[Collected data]
============

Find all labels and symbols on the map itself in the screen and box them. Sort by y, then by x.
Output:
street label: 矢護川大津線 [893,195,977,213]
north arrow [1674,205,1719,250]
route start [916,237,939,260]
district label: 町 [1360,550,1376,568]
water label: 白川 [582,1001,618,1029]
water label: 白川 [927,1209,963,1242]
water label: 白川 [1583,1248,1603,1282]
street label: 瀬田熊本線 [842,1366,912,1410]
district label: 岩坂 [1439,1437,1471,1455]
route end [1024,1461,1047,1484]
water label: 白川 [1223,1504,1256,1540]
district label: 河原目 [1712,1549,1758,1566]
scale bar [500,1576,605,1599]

============

§ What you are asked to do
Please make an exact copy of every record, leaving nothing out.

§ Response for this exercise
Find all labels and symbols on the map itself in the screen and box them. Sort by y, then by x.
Output:
street label: 矢護川大津線 [893,195,977,213]
north arrow [1674,205,1719,250]
route start [916,237,939,260]
district label: 町 [1360,550,1376,568]
water label: 白川 [582,1001,618,1029]
water label: 白川 [927,1209,963,1242]
water label: 白川 [1583,1248,1603,1282]
street label: 瀬田熊本線 [842,1366,912,1410]
district label: 岩坂 [1439,1437,1471,1455]
route end [1024,1461,1047,1484]
water label: 白川 [1223,1504,1256,1540]
district label: 河原目 [1712,1549,1758,1566]
scale bar [500,1576,605,1599]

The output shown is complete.